Continuano le proteste di massa in Camerun dopo l’annuncio, ieri, dei risultati delle elezioni presidenziali, che hanno decretato la vittoria del presidente in carica Paul Biya. Secondo le cronache riferite dal Journal du Cameroun ci sono state manifestazioni oceaniche, in particolare a Douala, e a Garoua ci sono stati anche morti, tre per la precisione di cui due colpiti da arma da fuoco. La casa del sindaco di Garoua e una scuola privata sono state date alle fiamme.

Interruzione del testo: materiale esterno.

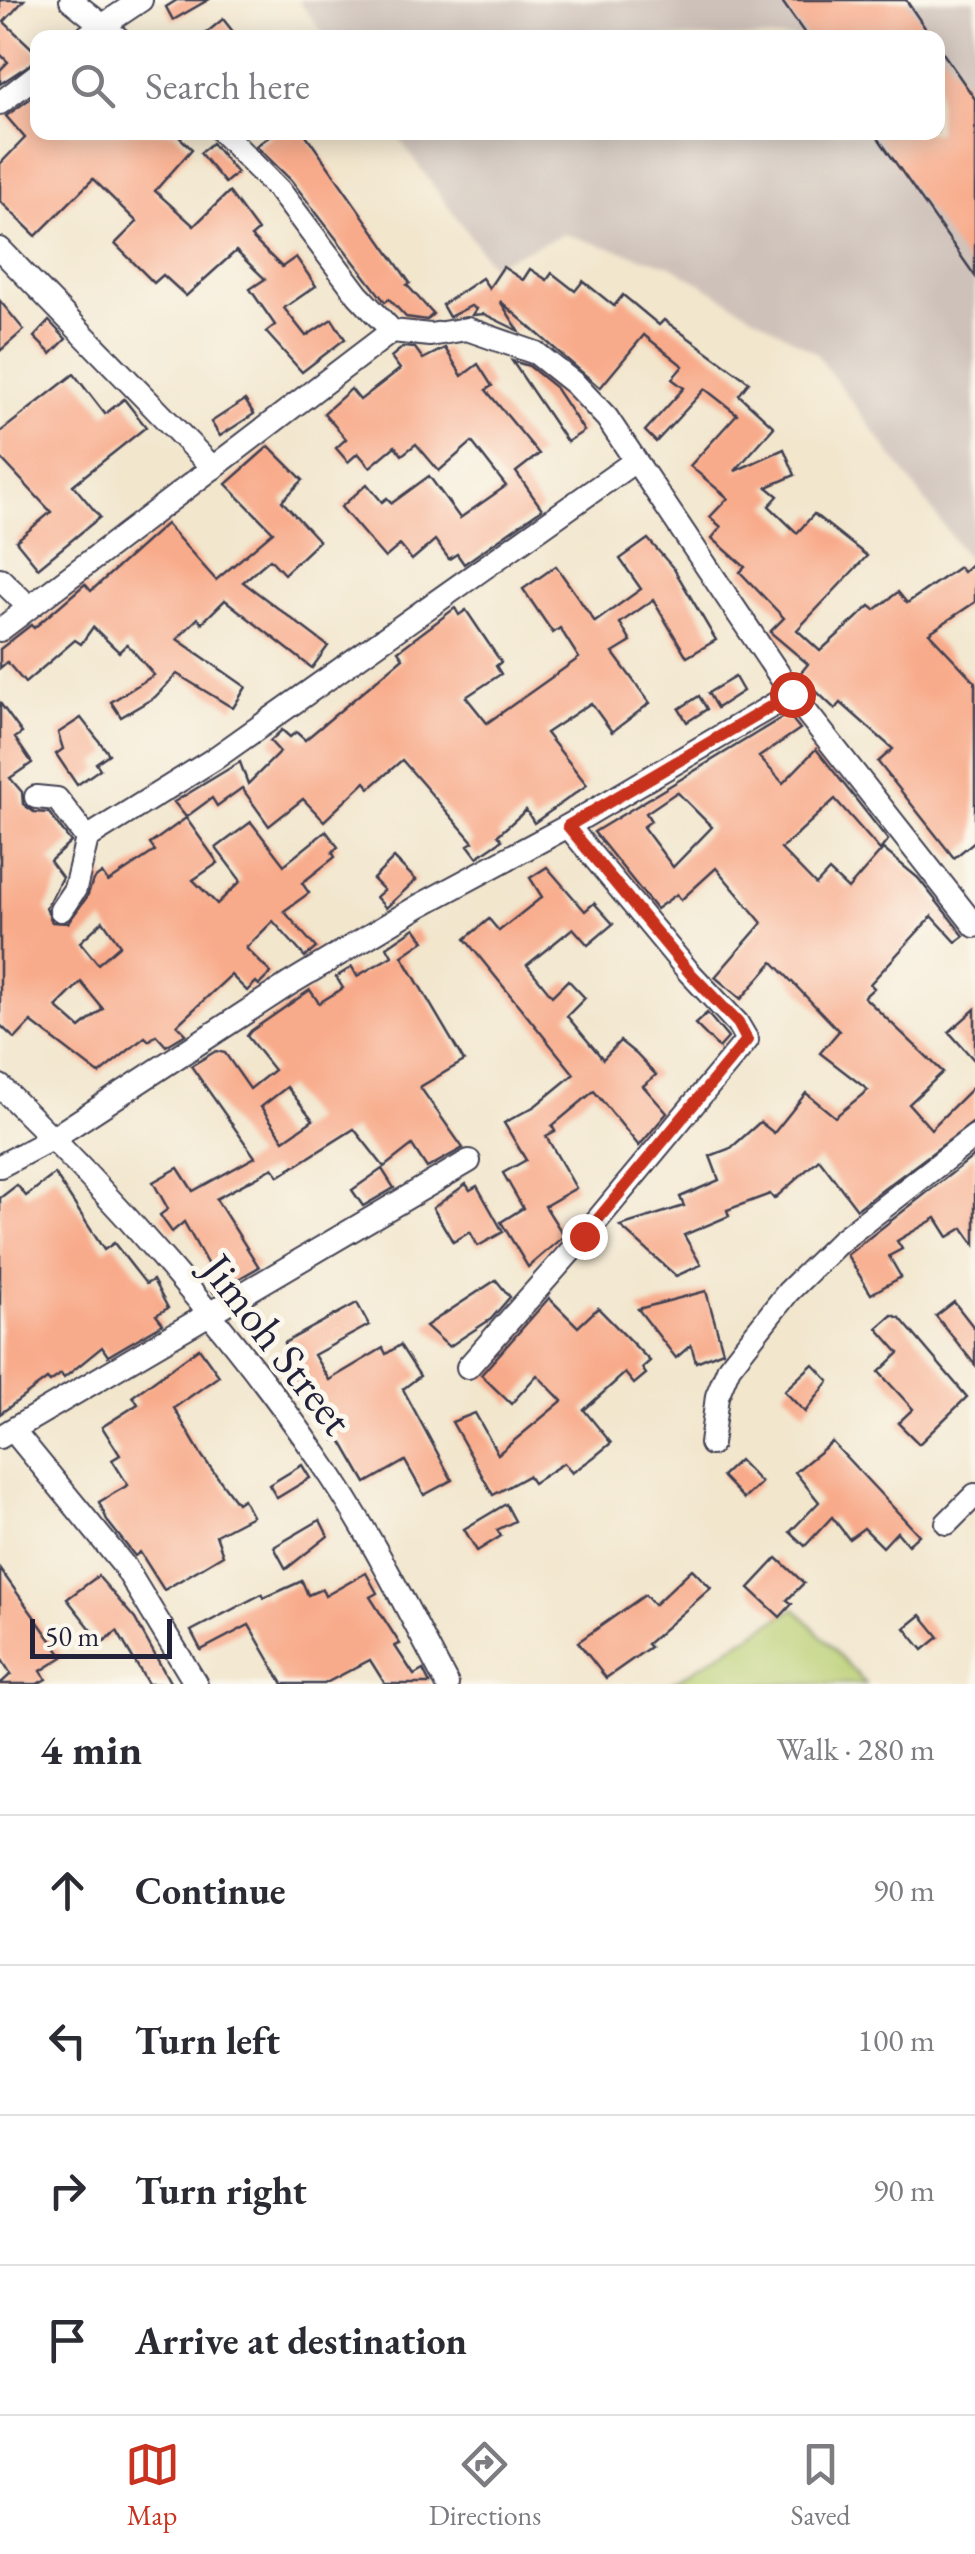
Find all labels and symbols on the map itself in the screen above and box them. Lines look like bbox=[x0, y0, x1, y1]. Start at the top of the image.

Nella grande città portuale di Douala invece i manifestanti hanno eretto barricate e incendiato auto, chiedendo le dimissioni del presidente Biya e lamentando brogli elettorali.
Secondo i media camerunesi, 105 persone sono state arrestate e si trovano ora trattenute nel carcere di New Bell. Sono stati segnalati saccheggi a danno di numerosi negozi.
“In un momento in cui un popolo sovrano ha riposto nuovamente la sua fiducia in me eleggendomi per un nuovo mandato, penso a coloro che hanno perso la vita prematuramente, così come alle loro famiglie, che hanno sofferto a causa della violenza post-elettorale” ha commentato Paul Biya sui suoi canali social media, commentando le proteste.
Dopo la riunione del Consiglio costituzionale, in cui sono stati annunciati i risultati delle votazioni, i sostenitori del presidente hanno organizzato festeggiamenti nella capitale e nelle regioni ma contemporaneamente le strade di molte città camerunesi si sono riempite anche di sostenitori dell’opposizione.
Le elezioni presidenziali in Camerun si sono svolte il 12 ottobre. Due giorni dopo, Issa Tshiroma Bakary, 76 anni, candidato presidenziale dell’opposizione, ha dichiarato la vittoria invitando il presidente Paul Biya, 92 anni, il capo di Stato più anziano del mondo, ad accettare la sconfitta. Il partito di Biya ha respinto la rivendicazione di vittoria di Bakary e ha accusato il candidato dell’opposizione di aver tentato di ostacolare il processo elettorale: il 25 ottobre, le forze di sicurezza hanno arrestato uno dei leader della coalizione di opposizione Unione per il cambiamento (Upc) e due leader del Movimento africano per una nuova indipendenza e democrazia (Manidem).